The Java Memory Model states in §17.4.8:
Although allowing reads to see writes that come later in the execution order is sometimes undesirable, it is also sometimes necessary.
It then refers to a program and an execution trace from §17.4.5 as an example where this behaviour is necessary.
Here's the program:
| Thread 1 | Thread 2 |
|---|---|
| B = 1; | A = 2; |
| r2 = A; | r1 = B; |
And the corresponding execution trace:
1: r2 = A; // sees write of A = 2
3: r1 = B; // sees write of B = 1
2: B = 1;
4: A = 2;
The specification explains:
The trace in Table 17.4.5-A requires some reads to see writes that occur later in the execution order. Since the reads come first in each thread, the very first action in the execution order must be a read. If that read cannot see a write that occurs later, then it cannot see any value other than the initial value for the variable it reads. This is clearly not reflective of all behaviors.
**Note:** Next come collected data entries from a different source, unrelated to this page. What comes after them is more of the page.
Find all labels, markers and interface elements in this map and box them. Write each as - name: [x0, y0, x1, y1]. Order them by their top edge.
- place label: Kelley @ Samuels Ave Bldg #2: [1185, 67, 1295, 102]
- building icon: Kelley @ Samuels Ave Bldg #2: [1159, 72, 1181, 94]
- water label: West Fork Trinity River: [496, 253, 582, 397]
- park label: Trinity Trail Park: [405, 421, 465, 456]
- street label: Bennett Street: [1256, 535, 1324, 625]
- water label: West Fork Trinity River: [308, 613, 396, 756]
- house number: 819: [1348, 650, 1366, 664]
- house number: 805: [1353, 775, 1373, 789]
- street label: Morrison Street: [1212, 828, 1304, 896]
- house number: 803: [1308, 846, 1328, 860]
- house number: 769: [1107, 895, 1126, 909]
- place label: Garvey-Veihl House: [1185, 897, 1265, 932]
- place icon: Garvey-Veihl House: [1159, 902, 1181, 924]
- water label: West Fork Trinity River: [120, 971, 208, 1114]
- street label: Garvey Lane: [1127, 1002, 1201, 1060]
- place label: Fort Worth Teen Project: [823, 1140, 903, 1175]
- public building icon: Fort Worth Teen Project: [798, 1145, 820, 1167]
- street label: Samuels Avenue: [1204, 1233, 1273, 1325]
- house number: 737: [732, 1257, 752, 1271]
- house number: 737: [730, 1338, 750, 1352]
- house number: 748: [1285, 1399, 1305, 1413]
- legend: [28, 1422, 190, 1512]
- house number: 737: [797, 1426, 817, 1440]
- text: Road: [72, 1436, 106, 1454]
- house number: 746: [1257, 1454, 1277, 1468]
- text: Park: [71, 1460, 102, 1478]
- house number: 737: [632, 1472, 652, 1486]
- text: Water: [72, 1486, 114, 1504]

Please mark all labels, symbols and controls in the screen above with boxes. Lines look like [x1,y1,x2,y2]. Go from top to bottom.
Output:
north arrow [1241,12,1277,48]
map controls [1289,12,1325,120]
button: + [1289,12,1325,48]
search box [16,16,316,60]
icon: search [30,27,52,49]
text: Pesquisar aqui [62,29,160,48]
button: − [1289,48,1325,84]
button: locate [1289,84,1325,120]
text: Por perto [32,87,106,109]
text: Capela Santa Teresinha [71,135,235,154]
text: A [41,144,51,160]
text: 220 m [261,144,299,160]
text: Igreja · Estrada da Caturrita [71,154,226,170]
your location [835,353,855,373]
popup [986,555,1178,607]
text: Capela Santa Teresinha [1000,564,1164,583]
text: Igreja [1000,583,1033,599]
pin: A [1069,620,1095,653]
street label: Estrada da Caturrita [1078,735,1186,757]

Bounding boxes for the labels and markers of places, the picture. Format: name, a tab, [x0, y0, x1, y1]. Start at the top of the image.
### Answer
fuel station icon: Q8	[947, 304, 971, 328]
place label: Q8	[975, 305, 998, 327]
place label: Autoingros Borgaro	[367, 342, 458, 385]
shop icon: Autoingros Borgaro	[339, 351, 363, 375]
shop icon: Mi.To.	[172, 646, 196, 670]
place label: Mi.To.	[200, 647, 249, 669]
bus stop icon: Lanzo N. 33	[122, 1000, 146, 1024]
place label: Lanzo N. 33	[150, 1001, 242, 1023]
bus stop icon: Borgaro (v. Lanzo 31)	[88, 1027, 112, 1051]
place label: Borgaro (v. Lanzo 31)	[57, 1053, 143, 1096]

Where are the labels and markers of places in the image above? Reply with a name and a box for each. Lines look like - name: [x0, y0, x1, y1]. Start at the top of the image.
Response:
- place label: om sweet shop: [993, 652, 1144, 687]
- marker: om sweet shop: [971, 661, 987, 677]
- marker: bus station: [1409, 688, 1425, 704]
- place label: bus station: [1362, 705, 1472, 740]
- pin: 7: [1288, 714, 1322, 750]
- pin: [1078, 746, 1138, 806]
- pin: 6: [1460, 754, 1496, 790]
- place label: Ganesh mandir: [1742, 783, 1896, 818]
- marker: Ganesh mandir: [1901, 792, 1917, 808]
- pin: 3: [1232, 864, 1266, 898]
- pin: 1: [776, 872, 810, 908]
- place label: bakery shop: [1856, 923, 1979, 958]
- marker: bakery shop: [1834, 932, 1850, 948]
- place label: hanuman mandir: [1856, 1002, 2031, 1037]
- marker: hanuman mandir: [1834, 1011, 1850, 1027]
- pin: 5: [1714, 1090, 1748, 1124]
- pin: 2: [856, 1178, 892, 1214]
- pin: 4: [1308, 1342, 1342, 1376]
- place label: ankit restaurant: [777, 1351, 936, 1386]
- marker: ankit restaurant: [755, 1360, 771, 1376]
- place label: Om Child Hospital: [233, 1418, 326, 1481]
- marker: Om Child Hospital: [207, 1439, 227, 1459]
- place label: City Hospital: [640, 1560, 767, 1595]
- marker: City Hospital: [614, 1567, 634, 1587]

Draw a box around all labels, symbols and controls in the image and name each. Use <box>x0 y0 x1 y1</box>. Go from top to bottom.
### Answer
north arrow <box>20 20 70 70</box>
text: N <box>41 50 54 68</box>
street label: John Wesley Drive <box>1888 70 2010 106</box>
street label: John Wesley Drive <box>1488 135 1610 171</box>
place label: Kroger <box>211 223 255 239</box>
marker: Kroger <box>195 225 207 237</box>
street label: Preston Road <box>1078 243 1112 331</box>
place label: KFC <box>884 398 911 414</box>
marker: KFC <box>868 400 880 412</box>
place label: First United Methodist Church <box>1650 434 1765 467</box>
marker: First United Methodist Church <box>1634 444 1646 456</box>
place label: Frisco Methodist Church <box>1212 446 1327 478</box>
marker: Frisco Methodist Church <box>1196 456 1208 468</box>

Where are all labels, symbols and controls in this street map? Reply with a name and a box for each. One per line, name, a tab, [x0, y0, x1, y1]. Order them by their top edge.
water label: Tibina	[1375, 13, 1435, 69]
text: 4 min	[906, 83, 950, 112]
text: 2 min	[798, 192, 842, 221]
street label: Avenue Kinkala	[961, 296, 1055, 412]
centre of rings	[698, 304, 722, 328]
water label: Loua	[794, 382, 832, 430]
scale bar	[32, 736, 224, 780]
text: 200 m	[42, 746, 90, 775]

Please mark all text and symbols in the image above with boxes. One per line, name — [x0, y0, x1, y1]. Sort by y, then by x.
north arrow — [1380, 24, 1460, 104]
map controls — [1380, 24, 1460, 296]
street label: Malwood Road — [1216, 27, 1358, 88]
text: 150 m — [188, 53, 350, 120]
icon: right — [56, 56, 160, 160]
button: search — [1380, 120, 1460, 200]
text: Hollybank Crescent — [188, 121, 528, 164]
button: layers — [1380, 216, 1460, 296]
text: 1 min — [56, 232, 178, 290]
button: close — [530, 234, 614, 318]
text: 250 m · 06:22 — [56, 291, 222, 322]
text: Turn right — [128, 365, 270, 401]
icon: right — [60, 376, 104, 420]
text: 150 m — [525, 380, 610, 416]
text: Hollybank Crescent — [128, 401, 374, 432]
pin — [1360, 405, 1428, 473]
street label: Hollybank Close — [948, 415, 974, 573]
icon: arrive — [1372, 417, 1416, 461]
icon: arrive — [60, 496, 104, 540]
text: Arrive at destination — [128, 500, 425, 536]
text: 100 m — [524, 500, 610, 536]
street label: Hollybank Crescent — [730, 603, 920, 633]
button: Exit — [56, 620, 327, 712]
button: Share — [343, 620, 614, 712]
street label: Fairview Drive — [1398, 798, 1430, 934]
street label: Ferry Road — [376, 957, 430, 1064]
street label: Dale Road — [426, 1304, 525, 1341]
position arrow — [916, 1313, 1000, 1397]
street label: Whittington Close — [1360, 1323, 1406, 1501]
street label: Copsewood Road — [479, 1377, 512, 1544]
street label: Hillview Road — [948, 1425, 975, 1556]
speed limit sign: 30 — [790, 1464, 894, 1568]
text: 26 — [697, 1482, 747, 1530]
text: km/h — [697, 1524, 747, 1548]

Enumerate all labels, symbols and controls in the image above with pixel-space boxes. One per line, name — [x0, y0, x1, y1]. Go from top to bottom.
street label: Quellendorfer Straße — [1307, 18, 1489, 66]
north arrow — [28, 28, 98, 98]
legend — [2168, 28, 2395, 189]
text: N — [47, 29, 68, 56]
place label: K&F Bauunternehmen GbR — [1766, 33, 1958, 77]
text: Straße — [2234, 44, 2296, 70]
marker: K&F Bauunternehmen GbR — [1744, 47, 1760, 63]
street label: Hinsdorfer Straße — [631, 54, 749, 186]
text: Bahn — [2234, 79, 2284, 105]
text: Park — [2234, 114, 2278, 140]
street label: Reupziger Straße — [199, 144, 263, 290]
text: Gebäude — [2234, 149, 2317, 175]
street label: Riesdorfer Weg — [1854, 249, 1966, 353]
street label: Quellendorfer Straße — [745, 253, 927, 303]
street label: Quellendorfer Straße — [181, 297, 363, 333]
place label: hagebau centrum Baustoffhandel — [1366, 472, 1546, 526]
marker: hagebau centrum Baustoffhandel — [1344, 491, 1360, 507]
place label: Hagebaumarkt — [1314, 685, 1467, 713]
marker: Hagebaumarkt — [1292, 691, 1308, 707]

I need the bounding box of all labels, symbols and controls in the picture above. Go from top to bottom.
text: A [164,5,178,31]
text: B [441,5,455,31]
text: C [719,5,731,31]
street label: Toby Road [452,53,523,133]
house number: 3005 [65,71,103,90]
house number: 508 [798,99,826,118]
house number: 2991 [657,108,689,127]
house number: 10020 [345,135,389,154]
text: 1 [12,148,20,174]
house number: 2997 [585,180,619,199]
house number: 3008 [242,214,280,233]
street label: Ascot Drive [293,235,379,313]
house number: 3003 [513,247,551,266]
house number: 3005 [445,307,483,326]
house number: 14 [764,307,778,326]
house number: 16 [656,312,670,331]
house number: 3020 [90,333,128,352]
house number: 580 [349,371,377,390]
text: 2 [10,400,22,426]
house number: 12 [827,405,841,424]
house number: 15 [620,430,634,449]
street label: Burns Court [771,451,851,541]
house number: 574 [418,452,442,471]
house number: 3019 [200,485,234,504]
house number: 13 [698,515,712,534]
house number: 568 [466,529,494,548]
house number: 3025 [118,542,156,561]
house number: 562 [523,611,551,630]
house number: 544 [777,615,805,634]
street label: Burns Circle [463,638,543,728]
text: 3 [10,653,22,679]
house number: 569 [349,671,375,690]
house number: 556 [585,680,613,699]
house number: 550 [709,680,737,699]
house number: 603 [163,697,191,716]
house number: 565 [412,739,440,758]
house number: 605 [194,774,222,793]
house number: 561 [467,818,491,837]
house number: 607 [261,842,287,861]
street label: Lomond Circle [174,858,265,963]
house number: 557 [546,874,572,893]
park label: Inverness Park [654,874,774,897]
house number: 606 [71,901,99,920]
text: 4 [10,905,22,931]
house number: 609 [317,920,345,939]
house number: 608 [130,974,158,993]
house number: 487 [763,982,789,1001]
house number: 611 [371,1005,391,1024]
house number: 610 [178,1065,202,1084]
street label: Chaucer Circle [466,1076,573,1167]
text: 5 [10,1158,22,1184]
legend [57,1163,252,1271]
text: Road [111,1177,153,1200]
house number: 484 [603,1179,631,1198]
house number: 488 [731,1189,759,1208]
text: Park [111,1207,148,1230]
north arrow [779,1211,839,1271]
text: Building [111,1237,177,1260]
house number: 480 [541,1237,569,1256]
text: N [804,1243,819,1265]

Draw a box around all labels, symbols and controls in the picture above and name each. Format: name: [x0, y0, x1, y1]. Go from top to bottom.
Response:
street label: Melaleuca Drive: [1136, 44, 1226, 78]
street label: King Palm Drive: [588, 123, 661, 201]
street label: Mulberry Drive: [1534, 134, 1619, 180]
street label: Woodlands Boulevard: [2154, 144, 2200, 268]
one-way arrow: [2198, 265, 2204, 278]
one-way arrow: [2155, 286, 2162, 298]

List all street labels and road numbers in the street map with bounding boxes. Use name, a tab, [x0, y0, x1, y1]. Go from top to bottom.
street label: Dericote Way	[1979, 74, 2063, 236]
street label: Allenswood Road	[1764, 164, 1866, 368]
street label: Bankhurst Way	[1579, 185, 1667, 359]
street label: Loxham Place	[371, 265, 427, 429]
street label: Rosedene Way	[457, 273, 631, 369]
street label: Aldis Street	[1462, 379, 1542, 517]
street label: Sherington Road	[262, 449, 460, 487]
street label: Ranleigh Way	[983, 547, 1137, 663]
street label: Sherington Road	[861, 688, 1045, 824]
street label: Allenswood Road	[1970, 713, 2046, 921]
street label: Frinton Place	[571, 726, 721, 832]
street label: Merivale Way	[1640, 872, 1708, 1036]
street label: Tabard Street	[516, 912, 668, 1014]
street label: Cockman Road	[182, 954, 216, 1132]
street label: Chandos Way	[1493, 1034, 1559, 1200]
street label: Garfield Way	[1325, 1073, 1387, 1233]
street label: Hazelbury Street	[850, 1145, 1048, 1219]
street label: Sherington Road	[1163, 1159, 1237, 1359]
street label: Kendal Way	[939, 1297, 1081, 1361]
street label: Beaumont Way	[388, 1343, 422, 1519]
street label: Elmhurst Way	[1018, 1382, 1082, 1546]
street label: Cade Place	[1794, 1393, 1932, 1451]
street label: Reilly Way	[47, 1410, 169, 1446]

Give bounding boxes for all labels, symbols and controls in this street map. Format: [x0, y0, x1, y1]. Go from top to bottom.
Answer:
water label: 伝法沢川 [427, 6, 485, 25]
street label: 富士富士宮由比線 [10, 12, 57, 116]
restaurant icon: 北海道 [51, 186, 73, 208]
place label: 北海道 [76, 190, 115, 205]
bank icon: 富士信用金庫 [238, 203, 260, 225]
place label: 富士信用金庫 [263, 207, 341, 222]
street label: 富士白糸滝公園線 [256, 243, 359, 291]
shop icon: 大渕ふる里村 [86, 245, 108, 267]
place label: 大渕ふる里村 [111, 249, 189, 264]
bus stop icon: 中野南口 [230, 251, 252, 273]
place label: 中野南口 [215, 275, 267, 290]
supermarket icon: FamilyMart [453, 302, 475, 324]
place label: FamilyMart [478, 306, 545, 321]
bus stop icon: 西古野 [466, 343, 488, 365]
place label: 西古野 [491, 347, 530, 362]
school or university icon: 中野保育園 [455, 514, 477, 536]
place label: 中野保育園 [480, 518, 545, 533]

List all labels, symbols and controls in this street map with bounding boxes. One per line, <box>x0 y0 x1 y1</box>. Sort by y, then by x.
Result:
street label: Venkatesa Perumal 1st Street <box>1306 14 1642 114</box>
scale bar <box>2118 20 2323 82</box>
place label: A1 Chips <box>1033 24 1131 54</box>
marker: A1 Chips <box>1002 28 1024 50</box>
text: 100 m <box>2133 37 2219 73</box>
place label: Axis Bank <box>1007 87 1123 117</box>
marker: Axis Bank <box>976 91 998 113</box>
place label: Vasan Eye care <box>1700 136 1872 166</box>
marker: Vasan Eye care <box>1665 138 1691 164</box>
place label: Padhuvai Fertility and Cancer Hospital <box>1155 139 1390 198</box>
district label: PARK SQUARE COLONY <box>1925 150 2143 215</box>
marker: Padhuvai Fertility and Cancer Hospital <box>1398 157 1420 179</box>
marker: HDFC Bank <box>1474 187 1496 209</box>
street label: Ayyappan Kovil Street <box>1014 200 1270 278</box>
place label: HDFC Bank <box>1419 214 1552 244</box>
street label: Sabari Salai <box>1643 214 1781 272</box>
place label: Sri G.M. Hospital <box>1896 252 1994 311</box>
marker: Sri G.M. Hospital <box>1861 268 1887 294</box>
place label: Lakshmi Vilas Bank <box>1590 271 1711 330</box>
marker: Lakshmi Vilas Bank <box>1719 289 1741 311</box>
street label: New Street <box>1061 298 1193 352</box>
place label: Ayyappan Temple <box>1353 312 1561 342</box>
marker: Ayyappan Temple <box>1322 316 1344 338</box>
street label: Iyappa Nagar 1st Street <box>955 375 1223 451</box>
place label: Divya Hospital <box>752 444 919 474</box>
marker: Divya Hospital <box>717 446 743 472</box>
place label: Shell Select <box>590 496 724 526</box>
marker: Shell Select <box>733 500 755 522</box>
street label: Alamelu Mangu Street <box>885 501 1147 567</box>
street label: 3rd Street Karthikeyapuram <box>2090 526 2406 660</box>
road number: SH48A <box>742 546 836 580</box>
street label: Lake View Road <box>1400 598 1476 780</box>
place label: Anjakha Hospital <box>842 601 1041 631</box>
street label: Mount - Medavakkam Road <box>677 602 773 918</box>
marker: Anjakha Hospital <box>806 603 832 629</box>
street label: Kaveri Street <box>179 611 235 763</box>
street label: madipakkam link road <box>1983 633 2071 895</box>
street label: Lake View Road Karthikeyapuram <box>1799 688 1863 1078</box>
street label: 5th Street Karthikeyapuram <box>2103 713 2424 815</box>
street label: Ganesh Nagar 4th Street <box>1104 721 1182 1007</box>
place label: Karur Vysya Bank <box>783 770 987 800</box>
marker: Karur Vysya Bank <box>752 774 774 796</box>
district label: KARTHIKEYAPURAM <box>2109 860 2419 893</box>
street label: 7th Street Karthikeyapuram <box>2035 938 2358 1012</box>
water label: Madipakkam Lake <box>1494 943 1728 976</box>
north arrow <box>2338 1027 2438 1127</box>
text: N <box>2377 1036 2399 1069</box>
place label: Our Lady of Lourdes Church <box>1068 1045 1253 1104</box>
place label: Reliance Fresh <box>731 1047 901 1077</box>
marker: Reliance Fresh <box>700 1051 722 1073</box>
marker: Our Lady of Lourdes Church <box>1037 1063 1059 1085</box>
Could someone help clarify what this means? Why can't we simply declare executions that allow reads to observe future writes as illegal?
For instance, if we disallow such executions, wouldn't we still be able to produce the result r1 == 1 and r2 == 2 through the following legal execution?
B = 1;
A = 2;
r2 = A; // sees write of A = 2
r1 = B; // sees write of B = 1
What would be lost or break if we restricted the model to disallow reads from seeing future writes?